### Given data:
----------------------------------------

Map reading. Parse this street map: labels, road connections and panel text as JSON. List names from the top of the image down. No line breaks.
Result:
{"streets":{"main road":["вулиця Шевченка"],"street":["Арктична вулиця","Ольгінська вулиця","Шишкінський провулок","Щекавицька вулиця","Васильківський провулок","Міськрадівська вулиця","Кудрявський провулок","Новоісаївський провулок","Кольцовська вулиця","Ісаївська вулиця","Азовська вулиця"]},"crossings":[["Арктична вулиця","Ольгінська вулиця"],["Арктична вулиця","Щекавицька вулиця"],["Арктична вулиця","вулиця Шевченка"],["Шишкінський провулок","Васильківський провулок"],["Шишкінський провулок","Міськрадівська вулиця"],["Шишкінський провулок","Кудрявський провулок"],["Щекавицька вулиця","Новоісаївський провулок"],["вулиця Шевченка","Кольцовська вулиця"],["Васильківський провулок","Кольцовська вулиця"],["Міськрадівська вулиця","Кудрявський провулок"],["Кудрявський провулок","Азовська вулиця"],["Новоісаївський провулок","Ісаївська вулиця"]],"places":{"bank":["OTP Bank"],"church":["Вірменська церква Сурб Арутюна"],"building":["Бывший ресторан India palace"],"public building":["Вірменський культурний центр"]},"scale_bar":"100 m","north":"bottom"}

----------------------------------------

### Work to be completed:
Transcription of the listing must be exact and complete.

### Completed exercise:
Map reading. Parse this street map: labels, road connections and panel text as JSON. List names from the top of the image down. No line breaks.
Result:
{"streets":{"main road":["вулиця Шевченка"],"street":["Арктична вулиця","Ольгінська вулиця","Шишкінський провулок","Щекавицька вулиця","Васильківський провулок","Міськрадівська вулиця","Кудрявський провулок","Новоісаївський провулок","Кольцовська вулиця","Ісаївська вулиця","Азовська вулиця"]},"crossings":[["Арктична вулиця","Ольгінська вулиця"],["Арктична вулиця","Щекавицька вулиця"],["Арктична вулиця","вулиця Шевченка"],["Шишкінський провулок","Васильківський провулок"],["Шишкінський провулок","Міськрадівська вулиця"],["Шишкінський провулок","Кудрявський провулок"],["Щекавицька вулиця","Новоісаївський провулок"],["вулиця Шевченка","Кольцовська вулиця"],["Васильківський провулок","Кольцовська вулиця"],["Міськрадівська вулиця","Кудрявський провулок"],["Кудрявський провулок","Азовська вулиця"],["Новоісаївський провулок","Ісаївська вулиця"]],"places":{"bank":["OTP Bank"],"church":["Вірменська церква Сурб Арутюна"],"building":["Бывший ресторан India palace"],"public building":["Вірменський культурний центр"]},"scale_bar":"100 m","north":"bottom"}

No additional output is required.